Nels Everson, 16 and a junior, said a big part of the competition is tactics.

“The joke this year is to say either ‘France’ or ‘Eleanor Roosevelt’ if you aren’t exactly sure,” he said. “Sometimes they reuse the question and we recognize it. That makes it easier.” He added that sometimes it’s better to wait for another team to attempt an answer before buzzing.

“If they are wrong, then you have a better chance if you aren’t sure what the answer is,” he said.
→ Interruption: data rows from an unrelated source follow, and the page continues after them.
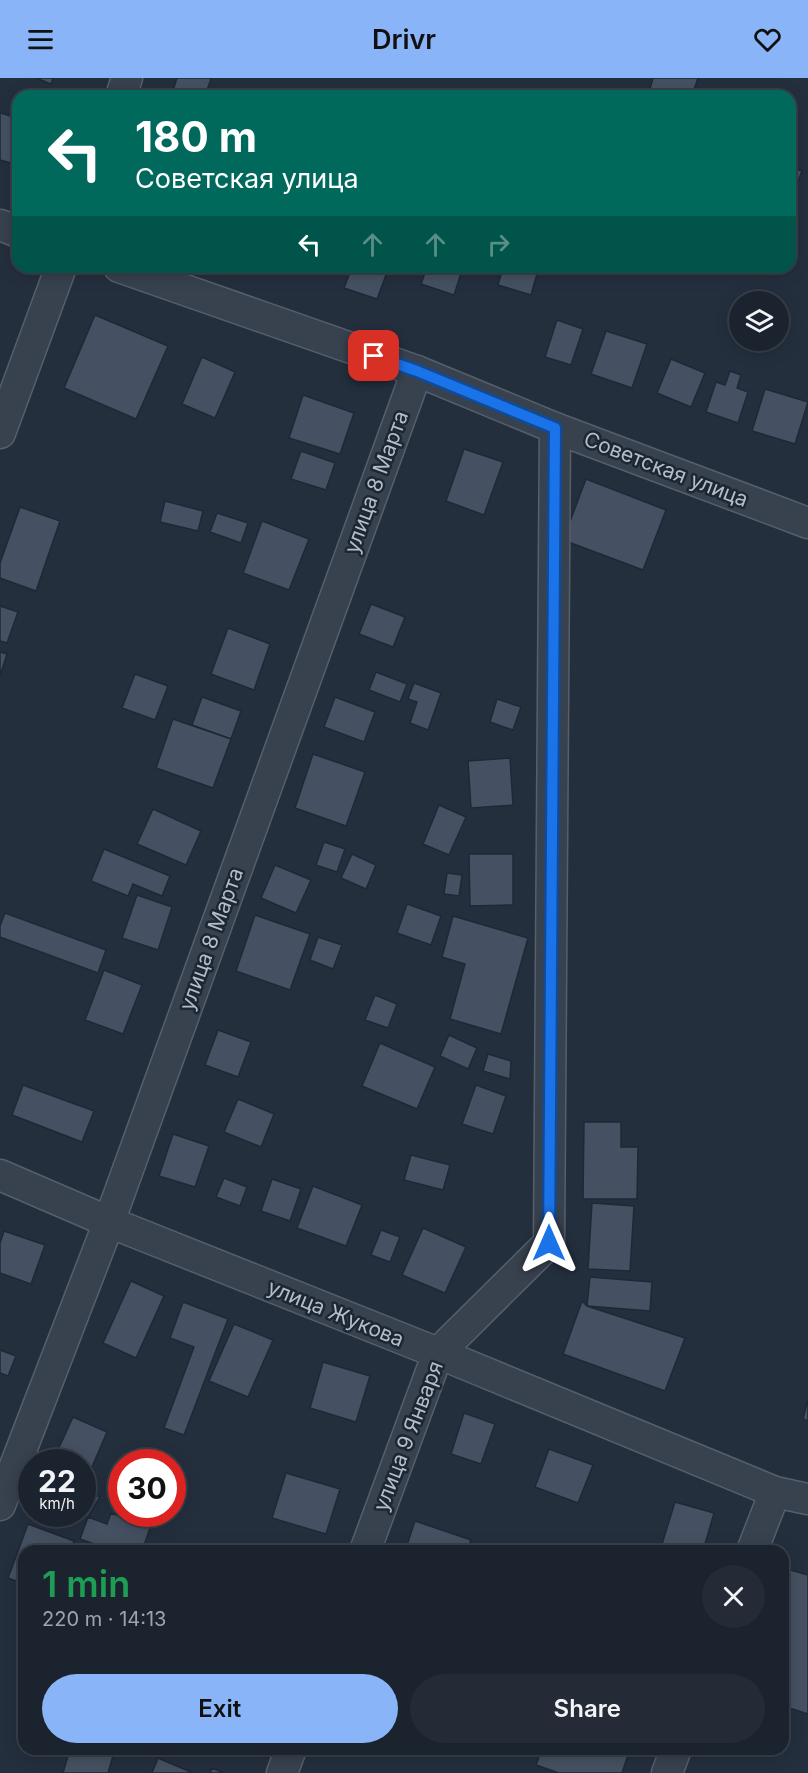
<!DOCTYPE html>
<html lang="en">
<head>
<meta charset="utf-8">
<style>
  :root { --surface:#1b232e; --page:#242b36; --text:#f1f3f6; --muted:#a0a4aa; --line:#39404a; --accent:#8ab4f8 }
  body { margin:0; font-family:Inter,sans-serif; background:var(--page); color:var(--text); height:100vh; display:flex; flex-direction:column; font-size:22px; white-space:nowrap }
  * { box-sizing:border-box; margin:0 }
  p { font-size:20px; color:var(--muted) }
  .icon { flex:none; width:33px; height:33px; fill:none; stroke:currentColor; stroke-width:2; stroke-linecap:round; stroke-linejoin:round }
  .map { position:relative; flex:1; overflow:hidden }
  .details { position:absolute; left:18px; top:1467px; width:771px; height:210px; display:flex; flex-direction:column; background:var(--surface); border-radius:18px; box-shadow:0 3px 15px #0003,0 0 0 2px var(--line) }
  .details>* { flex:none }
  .hud { position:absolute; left:12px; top:12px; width:784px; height:183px; border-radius:18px; box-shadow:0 3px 15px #0003,0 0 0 2px var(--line); background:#00695c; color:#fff; overflow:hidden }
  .buttons { position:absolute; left:729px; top:213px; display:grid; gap:12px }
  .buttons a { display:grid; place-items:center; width:60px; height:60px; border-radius:50%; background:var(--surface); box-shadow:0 3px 15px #0003,0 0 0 2px var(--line); font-size:30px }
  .speed { position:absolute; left:18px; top:1371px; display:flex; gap:12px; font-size:30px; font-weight:700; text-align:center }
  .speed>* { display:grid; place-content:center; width:78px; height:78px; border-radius:50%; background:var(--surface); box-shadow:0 3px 15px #0003,0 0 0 2px var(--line); line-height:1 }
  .speed small { font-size:15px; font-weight:400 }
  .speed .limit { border:9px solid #d22; background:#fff; color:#111 }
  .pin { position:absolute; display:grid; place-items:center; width:51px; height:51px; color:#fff; margin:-26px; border-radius:12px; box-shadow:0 3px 9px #0006 }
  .me { position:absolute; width:66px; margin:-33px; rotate:0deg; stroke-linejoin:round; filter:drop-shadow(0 0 4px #0008) }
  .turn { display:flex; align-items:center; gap:21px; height:126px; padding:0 24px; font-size:27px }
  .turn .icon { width:78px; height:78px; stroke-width:2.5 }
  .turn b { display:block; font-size:42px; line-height:51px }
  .lanes { display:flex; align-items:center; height:57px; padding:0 24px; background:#0003; justify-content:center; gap:30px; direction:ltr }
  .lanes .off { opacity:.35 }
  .round { display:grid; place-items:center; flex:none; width:63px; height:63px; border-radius:32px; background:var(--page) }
  .headline { display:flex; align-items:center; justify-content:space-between; height:102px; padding:0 24px }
  h1 { font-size:36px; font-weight:600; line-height:45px; color:#1e9e55 }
  .button { display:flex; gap:12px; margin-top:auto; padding:12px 24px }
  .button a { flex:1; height:69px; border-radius:36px; background:var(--accent); color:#111; font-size:24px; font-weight:600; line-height:69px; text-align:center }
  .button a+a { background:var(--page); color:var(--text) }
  header { display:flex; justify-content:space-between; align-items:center; height:78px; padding:0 24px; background:var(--accent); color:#111; font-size:27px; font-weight:600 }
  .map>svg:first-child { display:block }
</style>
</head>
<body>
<header><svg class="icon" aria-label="menu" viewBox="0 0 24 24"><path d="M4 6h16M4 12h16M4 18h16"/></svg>Drivr<svg class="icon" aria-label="heart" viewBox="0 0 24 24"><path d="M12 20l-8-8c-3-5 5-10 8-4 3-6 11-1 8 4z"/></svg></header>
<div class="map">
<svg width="808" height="1695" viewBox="0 0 808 1695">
  <rect width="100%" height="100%" fill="#242f3e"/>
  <!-- building -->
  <g fill="#455162" stroke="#1f2835" stroke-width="1.5">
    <path d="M36,0H53L51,6Z"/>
    <path d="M177,0H209L211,1L205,18H171Z"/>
    <path d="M653,0H698L692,18H648Z"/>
    <path d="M0,35L18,40V87L0,82Z"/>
    <path d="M790,89L802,93L790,123Z"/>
    <path d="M297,189H320L318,195Z"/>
    <path d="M352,189H389L377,221L344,210Z"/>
    <path d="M427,189H463L454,217L421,206Z"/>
    <path d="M503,189H539L531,217L498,207Z"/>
    <path d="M95,237L168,268L136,341L64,310Z"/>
    <path d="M557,242L583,251L571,287L545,279Z"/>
    <path d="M606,253L647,266L632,310L591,296Z"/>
    <path d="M202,279L235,294L215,340L182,326Z"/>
    <path d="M671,281L705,295L691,329L657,315Z"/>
    <path d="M730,293L741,297L737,310L748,314L738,345L706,334L716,304L725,307Z"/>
    <path d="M765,311L808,324L795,366L752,353Z"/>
    <path d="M303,317L354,335L340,376L289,360Z"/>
    <path d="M464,371L503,384L484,437L446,423Z"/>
    <path d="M301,373L335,385L326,412L291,401Z"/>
    <path d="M586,401L666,432L643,492L563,462Z"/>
    <path d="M165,423L203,433L198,453L160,444Z"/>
    <path d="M20,429L60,443L36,513L0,500V485Z"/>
    <path d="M217,435L248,445L241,465L210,454Z"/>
    <path d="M262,443L309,461L289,512L243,495Z"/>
    <path d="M371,526L405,539L393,569L359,556Z"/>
    <path d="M0,528L18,534L7,565L0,563Z"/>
    <path d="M228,550L270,566L254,612L211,596Z"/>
    <path d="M0,574L7,576L0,598Z"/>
    <path d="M376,594L407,606L400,624L369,612Z"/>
    <path d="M135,596L168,608L155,642L122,630Z"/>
    <path d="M414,605L441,615L428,652L410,645L417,624L408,621Z"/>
    <path d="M202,619L241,633L231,661L192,647Z"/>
    <path d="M335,619L375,634L364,664L324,649Z"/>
    <path d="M497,621L521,629L513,652L490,644Z"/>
    <path d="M173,641L231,661L213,710L156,690Z"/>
    <path d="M313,676L365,694L346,748L295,730Z"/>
    <path d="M510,680L513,727L471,730L468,683Z"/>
    <path d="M439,727L466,739L449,777L423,766Z"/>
    <path d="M153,731L201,753L186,787L137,766Z"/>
    <path d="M324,764L345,771L337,794L316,787Z"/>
    <path d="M104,771L170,798L162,818L133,806L128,818L91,803Z"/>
    <path d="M352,776L376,787L366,811L341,800Z"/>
    <path d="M469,776H513V827L470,828Z"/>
    <path d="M275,787L311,802L296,835L261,820Z"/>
    <path d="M447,795L462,797L459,818L444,816Z"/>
    <path d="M137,817L172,829L158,872L122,860Z"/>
    <path d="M407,826L441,838L431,867L397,855Z"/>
    <path d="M5,835L106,872L98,895L0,859V848Z"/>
    <path d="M255,837L310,856L290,912L236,893Z"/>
    <path d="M453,838L528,860L501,956L450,941L465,886L442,879Z"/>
    <path d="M318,859L342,867L333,891L310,882Z"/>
    <path d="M104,892L142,907L123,956L85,942Z"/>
    <path d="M375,917L397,926L388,950L365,942Z"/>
    <path d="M218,952L251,964L238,999L205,987Z"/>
    <path d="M449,957L477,970L468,991L440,978Z"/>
    <path d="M380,965L435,989L417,1031L362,1008Z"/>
    <path d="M488,976L511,983L510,1001L483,993Z"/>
    <path d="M23,1007L94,1033L82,1064L12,1037Z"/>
    <path d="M476,1007L506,1018L493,1056L462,1046Z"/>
    <path d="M238,1021L274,1036L261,1069L224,1054Z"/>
    <path d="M584,1044H621V1069H638L637,1121H583Z"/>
    <path d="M173,1056L209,1068L195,1109L159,1098Z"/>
    <path d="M411,1077L450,1087L443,1112L404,1102Z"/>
    <path d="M224,1100L247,1109L240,1128L216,1119Z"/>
    <path d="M272,1101L301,1111L290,1143L261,1133Z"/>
    <path d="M313,1108L362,1127L346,1168L297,1150Z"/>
    <path d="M592,1125L634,1128L630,1193L588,1191Z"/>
    <path d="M423,1150L466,1169L445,1215L402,1197Z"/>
    <path d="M381,1152L400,1159L390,1184L371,1177Z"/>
    <path d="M4,1153L45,1167L31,1206L0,1195V1165Z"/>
    <path d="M590,1199L652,1204L650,1233L587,1228Z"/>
    <path d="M131,1203L164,1218L136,1280L103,1265Z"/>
    <path d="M582,1223L587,1228L685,1260L665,1313L563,1276Z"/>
    <path d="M183,1224L228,1241L184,1357L164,1350L194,1269L170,1260Z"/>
    <path d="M234,1246L273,1262L248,1319L209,1303Z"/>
    <path d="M0,1272L16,1278L8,1298L0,1295Z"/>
    <path d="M323,1284L370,1298L356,1344L310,1330Z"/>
    <path d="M808,1321V1343L803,1341Z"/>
    <path d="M464,1335L495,1346L481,1386L451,1376Z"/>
    <path d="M73,1339L107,1354L92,1389L57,1374Z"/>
    <path d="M549,1371L593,1387L578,1425L535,1409Z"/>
    <path d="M286,1395L340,1411L326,1456L272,1440Z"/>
    <path d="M82,1410L100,1419L88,1439L80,1436H82Z"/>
    <path d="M675,1424L714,1435L703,1473H686L662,1466Z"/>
    <path d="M111,1435L150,1450L142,1473H114L80,1461L88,1439L107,1446Z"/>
    <path d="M415,1443L471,1462L467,1473H405Z"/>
    <path d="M28,1446L74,1463L71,1473H24V1506L8,1500Z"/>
    <path d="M787,1491L808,1497V1636L783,1628V1503Z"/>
    <path d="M70,1671L91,1676L93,1671H115L108,1695H63Z"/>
    <path d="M542,1671H630L622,1695H559L536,1687Z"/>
    <path d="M158,1680L193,1695H152Z"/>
    <path d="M212,1690L224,1695H210Z"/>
  </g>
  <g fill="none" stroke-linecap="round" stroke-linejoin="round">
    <!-- minor casing -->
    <g stroke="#565f6c" stroke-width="33">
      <g id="minor">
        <path d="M121,18L127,0"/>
        <path d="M0,147L18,154"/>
        <path d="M119,189L417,293L555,350L808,445"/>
        <path d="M0,355L61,189"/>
        <path d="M0,1097L109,1144L438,1275L775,1414L808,1421"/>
        <path d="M0,1427L109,1144L417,293"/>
        <path d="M365,1473L438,1275L549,1165L555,350"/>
        <path d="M752,1473L775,1414"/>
        <path d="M282,1695L291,1671"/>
        <path d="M667,1695L676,1671"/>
      </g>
    </g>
    <!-- minor -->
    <use href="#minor" stroke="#38414e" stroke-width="30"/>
  </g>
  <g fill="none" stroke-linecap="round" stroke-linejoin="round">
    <!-- route casing -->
    <g stroke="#114b97" stroke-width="15">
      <path id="route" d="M374,278L417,293L555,350L549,1165"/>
    </g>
    <!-- route -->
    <use href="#route" stroke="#1a73e8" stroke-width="10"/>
  </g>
  <g text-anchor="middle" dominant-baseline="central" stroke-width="5" stroke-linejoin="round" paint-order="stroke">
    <!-- street labels -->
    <g font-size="21" fill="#b4bcc9" stroke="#1d2633">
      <text transform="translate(666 391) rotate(21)">Советская улица</text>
      <text transform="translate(376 404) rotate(-70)">улица 8 Марта</text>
      <text transform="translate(211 861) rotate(-70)">улица 8 Марта</text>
      <text transform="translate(336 1235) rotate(22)">улица Жукова</text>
      <text transform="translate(408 1358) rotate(-69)">улица 9 Января</text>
    </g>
  </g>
</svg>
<div class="buttons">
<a><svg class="icon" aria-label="layers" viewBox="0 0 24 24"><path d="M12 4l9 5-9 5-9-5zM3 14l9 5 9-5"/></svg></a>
</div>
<div class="speed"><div>22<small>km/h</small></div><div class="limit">30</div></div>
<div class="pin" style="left:374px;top:278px;background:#d93025"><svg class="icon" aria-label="arrive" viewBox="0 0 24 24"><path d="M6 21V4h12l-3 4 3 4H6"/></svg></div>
<svg class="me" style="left:549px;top:1165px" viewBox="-20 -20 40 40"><path d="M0-17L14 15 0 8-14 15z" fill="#1a73e8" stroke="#fff" stroke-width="4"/></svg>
<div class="hud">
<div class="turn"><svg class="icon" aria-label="left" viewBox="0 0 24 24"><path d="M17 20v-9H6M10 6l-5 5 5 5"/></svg><div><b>180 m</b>Советская улица</div></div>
<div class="lanes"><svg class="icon" aria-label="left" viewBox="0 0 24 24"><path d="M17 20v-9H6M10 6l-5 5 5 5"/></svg><svg class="icon off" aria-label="ahead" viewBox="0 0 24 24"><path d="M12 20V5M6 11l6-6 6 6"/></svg><svg class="icon off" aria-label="ahead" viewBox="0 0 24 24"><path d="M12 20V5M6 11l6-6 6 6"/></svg><svg class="icon off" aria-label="right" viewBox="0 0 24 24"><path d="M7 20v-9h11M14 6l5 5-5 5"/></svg></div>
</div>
<section class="details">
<div class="headline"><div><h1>1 min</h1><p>220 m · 14:13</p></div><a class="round"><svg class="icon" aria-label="close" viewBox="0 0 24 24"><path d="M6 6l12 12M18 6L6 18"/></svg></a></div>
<div class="button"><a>Exit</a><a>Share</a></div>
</section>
</div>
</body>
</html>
Math questions are a little different.

“You really can’t anticipate the answer for a math question if you haven’t heard the whole question,” said Alicic. “You’ve got to wait and hear the whole thing.”

On Thursday, as the questions flew, the teachers were off to a slow start, watching the students rack up point after point.

“I can’t believe some of the answers the students know,” Jackson said. “I’m thinking to myself, how on earth can they know that? What do their parents feed them?”

Alicic said it’s a myth that Knowledge Bowl students go home and memorize all this stuff.

Everson agrees: “We do read and we do pay attention – and maybe we are just more curious? I don’t know.”

Student teacher Andrew Joseph Blumel is helping Jackson this year. “I was on the debate team and yes, I do like trivia,” he said.

Blumel is in grad school, and he brought a friend who’s at the top of his class in medical school at the University of Washington to one of the practice sessions, thinking that between the two of them there wasn’t a question they couldn’t answer. He was wrong.

“The students totally kicked our butt,” Blumel said, laughing.

At the end of this practice round, team C won with 16 points – the teachers racked up 13.

“Mostly, it is fun,” said Alicic, “that’s the main reason why we do it.”